Philips EGP - Dreux (Eure-et-Loir) : Non aux licenciements !18/06/20082008Journal/medias/journalnumero/images/2008/06/une2081.jpg.445x577_q85_box-0%2C104%2C1383%2C1896_crop_detail.jpg

Dans les entreprises

Philips EGP - Dreux (Eure-et-Loir) : Non aux licenciements !

Le 26 mars la direction de Philips EGP à Dreux annonçait 279 licenciements sur les 497 salariés restant aujourd'hui dans l'entreprise. Dans cette usine qui fabrique des téléviseurs LCD (écrans plats), un premier " plan social ", comme l'appellent abusivement les patrons, avait déjà conduit en 2003 à la suppression de plusieurs centaines d'emplois. Depuis, la direction a organisé méthodiquement la baisse de la production et il est évident qu'elle a programmé la fermeture totale de l'usine.

Dès l'annonce des licenciements, les travailleurs ont organisé des actions de protestation, manifestations en ville, opérations escargot sur la RN 12 toute proche, etc. Et le 26 mai une petite minorité, surtout des jeunes, s'est mise en grève. Depuis le 2 juin ils ont été rejoints, à l'appel de la CGT, par une bonne partie des travailleurs de production. Tous sont d'autant plus révoltés que la direction n'a proposé, en plus des indemnités de licenciements légales, qu'une prime de 3 000 euros (à l'heure où nous écrivons).
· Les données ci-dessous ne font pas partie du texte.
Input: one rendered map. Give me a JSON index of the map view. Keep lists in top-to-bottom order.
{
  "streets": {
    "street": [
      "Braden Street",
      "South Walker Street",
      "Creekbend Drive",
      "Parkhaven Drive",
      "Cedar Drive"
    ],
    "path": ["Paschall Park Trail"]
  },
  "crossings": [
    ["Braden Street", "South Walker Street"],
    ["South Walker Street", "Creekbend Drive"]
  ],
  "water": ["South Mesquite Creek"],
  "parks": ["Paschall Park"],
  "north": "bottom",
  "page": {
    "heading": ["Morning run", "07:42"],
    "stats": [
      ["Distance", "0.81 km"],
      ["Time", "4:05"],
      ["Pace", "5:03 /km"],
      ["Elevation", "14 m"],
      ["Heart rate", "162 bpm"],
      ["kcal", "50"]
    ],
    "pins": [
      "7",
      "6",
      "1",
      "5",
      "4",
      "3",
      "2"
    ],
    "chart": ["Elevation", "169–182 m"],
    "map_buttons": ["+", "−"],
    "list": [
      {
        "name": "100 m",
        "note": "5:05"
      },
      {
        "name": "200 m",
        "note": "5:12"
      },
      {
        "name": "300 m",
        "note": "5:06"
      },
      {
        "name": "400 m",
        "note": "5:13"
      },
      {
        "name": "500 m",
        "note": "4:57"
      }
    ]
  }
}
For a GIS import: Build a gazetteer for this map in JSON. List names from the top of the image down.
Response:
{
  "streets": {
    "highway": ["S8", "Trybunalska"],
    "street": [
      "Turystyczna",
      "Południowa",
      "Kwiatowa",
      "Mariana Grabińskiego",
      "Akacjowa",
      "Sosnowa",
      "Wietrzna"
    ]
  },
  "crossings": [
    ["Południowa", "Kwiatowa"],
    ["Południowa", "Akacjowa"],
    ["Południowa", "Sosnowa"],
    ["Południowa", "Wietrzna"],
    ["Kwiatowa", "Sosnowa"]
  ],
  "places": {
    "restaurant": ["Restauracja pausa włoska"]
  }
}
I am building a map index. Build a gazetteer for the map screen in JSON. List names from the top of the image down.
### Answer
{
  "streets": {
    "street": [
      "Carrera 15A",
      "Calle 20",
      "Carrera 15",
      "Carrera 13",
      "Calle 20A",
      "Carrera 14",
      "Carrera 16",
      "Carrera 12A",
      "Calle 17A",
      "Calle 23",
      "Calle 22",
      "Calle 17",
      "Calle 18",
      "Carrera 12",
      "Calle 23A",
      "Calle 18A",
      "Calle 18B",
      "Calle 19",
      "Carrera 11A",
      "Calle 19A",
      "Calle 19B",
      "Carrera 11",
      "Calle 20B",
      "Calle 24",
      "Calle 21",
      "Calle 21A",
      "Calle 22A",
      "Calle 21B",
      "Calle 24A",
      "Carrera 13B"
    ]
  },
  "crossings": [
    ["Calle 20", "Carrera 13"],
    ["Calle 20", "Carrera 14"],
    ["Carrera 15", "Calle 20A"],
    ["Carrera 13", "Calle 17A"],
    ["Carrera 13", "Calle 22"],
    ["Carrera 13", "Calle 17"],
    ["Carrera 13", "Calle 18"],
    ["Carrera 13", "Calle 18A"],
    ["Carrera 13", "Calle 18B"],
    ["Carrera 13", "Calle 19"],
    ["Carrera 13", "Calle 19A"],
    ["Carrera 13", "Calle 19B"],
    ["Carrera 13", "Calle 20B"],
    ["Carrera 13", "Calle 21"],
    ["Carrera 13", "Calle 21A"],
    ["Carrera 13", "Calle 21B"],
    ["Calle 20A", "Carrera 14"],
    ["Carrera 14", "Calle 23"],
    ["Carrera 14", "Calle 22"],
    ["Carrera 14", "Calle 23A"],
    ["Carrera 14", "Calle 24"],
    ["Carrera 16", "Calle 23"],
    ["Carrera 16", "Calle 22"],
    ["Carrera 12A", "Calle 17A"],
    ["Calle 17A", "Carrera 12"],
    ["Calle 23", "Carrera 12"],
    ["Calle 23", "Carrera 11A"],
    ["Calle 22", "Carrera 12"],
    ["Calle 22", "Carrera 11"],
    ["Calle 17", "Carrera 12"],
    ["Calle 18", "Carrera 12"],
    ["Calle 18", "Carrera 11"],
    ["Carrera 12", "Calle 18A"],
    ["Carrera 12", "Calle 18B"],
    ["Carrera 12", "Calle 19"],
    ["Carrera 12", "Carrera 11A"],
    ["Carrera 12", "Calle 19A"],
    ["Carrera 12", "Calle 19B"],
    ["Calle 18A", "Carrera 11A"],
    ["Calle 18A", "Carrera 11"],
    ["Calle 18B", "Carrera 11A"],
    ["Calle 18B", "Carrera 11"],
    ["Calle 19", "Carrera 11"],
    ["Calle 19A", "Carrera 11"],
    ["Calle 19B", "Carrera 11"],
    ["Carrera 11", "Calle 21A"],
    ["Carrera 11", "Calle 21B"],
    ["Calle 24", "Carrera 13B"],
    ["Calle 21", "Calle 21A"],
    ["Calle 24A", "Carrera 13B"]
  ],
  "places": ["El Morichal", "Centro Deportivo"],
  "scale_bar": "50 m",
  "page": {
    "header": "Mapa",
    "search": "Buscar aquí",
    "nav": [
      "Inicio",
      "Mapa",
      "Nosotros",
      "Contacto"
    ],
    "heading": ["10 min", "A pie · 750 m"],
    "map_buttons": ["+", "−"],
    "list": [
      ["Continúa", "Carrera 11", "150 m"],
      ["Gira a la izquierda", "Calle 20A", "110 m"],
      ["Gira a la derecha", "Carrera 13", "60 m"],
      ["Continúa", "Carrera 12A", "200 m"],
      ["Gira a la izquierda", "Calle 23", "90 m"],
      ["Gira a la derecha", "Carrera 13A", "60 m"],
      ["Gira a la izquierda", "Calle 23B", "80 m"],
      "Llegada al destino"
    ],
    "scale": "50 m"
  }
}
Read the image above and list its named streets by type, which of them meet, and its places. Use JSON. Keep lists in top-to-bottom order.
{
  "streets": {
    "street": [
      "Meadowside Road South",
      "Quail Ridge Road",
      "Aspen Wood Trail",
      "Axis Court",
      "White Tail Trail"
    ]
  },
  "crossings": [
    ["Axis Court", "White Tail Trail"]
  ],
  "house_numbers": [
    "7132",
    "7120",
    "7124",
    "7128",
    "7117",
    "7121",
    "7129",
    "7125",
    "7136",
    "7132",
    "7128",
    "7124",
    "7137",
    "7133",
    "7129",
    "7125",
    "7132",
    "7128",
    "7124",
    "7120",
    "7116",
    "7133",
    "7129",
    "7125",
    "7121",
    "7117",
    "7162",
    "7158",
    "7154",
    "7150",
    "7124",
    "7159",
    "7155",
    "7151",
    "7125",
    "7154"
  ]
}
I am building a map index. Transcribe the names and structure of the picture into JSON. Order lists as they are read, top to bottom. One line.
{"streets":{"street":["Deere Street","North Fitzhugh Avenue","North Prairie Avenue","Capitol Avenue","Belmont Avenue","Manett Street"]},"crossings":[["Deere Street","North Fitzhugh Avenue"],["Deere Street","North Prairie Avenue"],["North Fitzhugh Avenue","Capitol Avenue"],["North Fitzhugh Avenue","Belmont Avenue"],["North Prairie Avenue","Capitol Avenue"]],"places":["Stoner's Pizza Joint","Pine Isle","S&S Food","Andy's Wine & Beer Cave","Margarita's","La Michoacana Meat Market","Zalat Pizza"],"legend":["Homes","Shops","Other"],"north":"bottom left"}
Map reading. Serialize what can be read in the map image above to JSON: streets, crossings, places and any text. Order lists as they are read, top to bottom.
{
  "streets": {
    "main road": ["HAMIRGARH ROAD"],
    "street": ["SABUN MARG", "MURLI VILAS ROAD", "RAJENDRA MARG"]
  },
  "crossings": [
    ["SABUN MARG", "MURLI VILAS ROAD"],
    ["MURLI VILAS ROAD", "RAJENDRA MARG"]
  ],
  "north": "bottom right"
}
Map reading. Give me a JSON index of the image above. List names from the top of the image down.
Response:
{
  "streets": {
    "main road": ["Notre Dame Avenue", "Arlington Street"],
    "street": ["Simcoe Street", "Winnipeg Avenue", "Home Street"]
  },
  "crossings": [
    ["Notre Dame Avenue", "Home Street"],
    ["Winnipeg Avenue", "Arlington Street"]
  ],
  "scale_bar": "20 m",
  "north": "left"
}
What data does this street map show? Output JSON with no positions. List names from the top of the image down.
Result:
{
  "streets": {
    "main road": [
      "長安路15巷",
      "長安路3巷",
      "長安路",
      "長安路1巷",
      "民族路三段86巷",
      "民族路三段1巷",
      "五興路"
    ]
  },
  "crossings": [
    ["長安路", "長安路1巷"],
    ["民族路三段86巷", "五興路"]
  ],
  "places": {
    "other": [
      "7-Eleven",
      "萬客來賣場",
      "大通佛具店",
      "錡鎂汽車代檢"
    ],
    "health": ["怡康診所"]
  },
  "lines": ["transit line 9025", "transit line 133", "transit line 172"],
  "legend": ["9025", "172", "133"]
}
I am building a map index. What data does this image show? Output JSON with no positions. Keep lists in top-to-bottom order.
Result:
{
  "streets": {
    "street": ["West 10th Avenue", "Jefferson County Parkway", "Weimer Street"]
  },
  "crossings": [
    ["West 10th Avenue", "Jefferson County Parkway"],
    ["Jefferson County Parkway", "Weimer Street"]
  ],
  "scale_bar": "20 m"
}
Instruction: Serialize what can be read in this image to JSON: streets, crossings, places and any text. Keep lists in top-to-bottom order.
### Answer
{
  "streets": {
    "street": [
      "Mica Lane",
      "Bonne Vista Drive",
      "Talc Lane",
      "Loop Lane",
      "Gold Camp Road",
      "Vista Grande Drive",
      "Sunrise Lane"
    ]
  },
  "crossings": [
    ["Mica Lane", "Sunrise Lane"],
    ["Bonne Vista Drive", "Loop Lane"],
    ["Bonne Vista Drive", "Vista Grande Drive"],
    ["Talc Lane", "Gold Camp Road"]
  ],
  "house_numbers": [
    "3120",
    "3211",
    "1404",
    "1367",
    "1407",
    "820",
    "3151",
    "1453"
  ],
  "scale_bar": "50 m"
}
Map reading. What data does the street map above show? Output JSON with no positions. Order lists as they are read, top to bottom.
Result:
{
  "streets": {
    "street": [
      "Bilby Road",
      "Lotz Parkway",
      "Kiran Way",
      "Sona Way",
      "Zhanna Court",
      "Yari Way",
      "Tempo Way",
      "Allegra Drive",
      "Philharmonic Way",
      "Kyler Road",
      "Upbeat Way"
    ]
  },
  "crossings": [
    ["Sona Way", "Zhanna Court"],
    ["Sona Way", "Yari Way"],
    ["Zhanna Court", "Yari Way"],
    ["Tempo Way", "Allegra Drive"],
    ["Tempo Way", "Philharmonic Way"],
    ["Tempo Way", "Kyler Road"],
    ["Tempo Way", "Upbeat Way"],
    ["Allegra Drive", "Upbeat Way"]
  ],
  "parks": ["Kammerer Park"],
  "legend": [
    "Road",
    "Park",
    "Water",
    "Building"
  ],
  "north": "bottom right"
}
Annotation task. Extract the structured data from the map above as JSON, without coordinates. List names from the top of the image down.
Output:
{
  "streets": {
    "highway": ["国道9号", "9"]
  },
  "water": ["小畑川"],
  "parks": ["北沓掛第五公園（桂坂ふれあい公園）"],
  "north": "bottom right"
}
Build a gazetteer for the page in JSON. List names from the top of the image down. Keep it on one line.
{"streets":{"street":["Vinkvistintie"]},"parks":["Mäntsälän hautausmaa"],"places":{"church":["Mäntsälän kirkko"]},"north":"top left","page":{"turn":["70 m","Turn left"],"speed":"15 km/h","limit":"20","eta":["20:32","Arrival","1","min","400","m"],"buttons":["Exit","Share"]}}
Cela représente une aumône pour des travailleurs, dont beaucoup de femmes, qui ont travaillé depuis dix, vingt ans, voire plus, pour des salaires très bas, à peine supérieurs au smic.

Dreux est une ville ouvrière qui a connu, depuis 2002, de nombreuses fermetures d'entreprises : Valeo (ex-Renault), Dana, LG-Philips Displays, la Comasec. Dernière en date : Klarius-Rosi doit fermer ses portes cet été. Rien que cette année, entre les 279 licenciements annoncés chez Philips EGP, ceux induits chez les sous-traitants et ceux de Rosi, cela ferait un millier de suppressions d'emplois. Tout cela représente un véritable désastre social pour la population laborieuse de l'agglomération.

Voilà comment un des plus grands groupes capitalistes européens, Philips, contribue à ruiner toute une ville. Pourtant ses finances sont florissantes : il a réalisé en 2007 un bénéfice net de 4,1 milliards d'euros. Et il a décidé de consacrer en 2008 environ 5 milliards rien qu'à racheter ses propres actions et en faire monter la valeur, et remplir encore plus les poches de ses actionnaires.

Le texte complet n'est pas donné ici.